--- EXERCISE ---
Look through the listing underneath for "filter", and copy every line that has it.

--- PROVIDED DATA ---
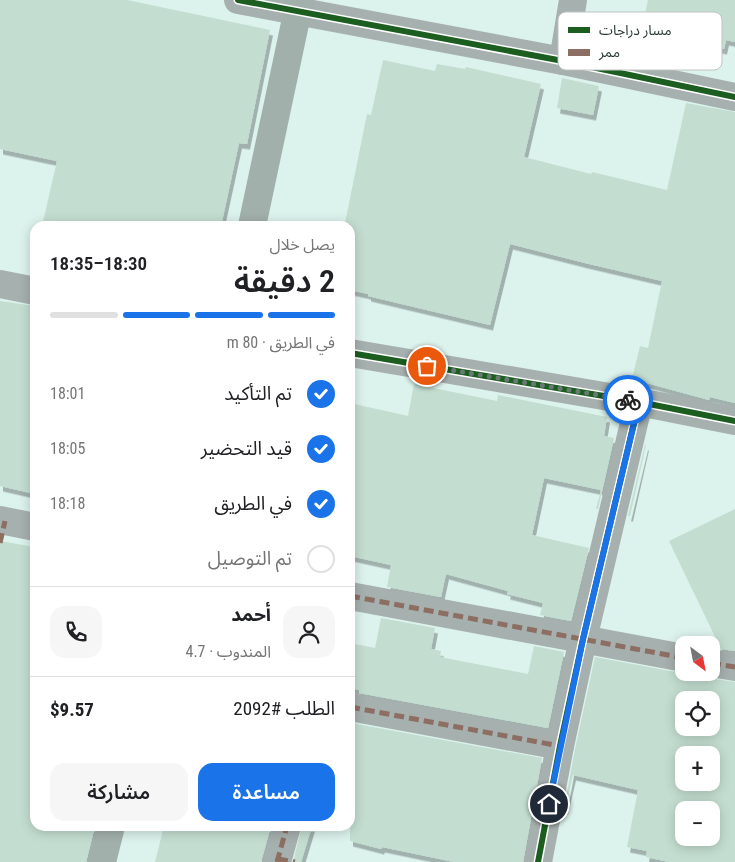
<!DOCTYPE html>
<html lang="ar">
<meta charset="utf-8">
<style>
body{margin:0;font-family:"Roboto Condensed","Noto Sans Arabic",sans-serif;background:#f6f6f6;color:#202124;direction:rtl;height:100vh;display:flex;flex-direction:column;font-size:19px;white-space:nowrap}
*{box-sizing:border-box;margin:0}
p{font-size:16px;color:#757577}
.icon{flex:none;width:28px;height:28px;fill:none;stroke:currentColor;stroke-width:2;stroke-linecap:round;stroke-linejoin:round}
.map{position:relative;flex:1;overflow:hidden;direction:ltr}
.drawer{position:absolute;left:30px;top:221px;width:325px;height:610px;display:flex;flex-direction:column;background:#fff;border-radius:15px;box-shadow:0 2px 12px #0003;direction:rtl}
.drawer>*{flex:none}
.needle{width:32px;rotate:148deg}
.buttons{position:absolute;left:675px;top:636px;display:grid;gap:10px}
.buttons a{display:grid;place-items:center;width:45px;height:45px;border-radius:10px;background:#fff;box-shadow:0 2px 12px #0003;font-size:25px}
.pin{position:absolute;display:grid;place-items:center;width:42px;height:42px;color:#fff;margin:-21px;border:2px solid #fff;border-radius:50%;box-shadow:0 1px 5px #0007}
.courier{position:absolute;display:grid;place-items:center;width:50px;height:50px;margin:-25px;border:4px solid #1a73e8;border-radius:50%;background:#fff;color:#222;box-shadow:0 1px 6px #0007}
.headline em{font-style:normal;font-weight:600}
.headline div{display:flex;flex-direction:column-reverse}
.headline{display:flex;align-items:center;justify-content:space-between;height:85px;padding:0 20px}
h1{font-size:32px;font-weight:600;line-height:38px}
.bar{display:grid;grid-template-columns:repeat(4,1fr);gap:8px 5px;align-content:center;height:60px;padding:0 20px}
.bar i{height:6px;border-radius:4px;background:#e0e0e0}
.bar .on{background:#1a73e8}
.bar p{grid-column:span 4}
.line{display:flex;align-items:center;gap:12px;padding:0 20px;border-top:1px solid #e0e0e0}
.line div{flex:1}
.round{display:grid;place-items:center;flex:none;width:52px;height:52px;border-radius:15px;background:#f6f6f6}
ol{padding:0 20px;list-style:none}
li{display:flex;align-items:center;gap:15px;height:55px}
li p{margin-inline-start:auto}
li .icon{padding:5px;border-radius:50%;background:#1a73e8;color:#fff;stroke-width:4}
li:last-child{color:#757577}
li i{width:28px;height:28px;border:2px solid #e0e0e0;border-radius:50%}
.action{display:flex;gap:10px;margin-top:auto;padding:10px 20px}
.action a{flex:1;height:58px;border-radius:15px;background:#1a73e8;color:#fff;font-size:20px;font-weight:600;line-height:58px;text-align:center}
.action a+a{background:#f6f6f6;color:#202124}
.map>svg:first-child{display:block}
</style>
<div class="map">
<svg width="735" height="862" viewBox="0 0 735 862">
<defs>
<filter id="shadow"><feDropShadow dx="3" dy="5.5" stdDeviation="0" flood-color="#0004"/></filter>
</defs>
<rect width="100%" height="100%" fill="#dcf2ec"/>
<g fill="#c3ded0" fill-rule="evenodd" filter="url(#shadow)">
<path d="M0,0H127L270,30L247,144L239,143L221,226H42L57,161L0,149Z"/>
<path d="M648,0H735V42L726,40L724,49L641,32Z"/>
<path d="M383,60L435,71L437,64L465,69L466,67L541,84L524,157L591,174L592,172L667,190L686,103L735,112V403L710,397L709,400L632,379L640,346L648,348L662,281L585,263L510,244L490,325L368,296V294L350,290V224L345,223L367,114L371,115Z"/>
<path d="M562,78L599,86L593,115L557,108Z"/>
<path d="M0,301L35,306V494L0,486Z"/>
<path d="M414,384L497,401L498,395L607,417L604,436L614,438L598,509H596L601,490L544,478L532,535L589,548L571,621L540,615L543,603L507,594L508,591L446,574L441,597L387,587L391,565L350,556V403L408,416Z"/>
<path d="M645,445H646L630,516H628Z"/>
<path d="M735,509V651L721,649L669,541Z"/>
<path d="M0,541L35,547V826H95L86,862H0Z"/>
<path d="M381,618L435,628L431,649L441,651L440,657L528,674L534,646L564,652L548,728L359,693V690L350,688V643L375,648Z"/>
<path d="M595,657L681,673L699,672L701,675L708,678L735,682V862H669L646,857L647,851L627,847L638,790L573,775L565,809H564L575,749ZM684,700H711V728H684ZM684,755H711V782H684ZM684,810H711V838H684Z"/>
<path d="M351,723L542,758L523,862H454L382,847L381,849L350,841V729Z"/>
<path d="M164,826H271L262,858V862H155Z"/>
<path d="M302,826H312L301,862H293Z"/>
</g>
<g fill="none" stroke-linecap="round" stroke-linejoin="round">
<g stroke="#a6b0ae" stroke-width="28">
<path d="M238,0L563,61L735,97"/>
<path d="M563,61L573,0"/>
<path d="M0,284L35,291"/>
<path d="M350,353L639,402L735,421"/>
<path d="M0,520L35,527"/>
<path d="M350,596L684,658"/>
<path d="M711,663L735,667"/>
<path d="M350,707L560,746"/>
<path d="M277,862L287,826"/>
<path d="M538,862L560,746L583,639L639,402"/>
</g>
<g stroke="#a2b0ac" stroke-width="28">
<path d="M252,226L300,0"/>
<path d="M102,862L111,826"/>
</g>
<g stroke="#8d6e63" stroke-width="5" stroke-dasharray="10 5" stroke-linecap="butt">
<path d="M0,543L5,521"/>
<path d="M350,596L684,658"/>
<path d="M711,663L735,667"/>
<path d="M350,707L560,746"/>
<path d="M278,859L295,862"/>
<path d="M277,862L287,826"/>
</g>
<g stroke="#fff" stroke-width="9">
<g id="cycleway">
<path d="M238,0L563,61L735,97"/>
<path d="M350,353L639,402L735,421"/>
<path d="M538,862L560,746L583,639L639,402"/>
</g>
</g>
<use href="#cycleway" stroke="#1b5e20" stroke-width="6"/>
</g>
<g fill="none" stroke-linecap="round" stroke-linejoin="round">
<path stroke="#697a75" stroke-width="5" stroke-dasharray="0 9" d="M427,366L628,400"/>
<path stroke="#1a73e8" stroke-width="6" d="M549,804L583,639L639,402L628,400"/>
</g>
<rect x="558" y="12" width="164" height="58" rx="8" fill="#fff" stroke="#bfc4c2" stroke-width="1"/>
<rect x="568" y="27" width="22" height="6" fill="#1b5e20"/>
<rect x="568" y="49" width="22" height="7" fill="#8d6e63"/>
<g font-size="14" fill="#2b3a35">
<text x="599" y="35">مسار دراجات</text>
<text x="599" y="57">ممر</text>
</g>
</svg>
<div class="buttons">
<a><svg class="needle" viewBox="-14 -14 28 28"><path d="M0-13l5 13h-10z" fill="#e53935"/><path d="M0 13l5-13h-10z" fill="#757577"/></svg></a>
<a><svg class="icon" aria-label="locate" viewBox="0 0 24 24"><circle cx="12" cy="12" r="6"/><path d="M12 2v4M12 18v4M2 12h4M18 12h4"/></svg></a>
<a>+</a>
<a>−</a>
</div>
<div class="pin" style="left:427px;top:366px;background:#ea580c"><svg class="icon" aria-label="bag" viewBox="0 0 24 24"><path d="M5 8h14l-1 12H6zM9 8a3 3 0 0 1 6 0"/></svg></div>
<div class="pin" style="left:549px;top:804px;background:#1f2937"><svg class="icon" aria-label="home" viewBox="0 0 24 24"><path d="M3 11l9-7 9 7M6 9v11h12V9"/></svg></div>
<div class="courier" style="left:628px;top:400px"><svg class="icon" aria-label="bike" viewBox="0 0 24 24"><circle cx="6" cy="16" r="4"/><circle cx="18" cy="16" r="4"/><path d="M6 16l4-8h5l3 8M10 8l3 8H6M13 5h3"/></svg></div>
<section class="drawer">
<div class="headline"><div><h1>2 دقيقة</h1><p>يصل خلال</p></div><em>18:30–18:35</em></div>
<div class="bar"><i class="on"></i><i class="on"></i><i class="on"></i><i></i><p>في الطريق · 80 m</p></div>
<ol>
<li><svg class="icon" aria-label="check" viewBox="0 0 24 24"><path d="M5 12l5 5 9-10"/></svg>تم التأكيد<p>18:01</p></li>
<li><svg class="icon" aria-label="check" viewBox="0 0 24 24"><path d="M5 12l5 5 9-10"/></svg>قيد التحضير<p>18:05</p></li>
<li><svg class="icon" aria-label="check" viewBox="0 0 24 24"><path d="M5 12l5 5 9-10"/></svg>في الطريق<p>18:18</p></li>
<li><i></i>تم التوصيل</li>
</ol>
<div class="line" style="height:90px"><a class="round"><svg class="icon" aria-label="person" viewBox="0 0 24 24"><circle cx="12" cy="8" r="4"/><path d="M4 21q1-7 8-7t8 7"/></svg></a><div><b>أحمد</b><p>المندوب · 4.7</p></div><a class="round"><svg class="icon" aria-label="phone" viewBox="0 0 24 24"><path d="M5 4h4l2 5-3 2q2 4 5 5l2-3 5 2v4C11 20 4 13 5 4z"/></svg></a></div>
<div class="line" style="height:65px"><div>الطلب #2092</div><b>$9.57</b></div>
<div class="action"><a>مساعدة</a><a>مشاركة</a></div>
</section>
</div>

--- RESPONSE TO THE TASK ---
<filter id="shadow"><feDropShadow dx="3" dy="5.5" stdDeviation="0" flood-color="#0004"/></filter>
<g fill="#c3ded0" fill-rule="evenodd" filter="url(#shadow)">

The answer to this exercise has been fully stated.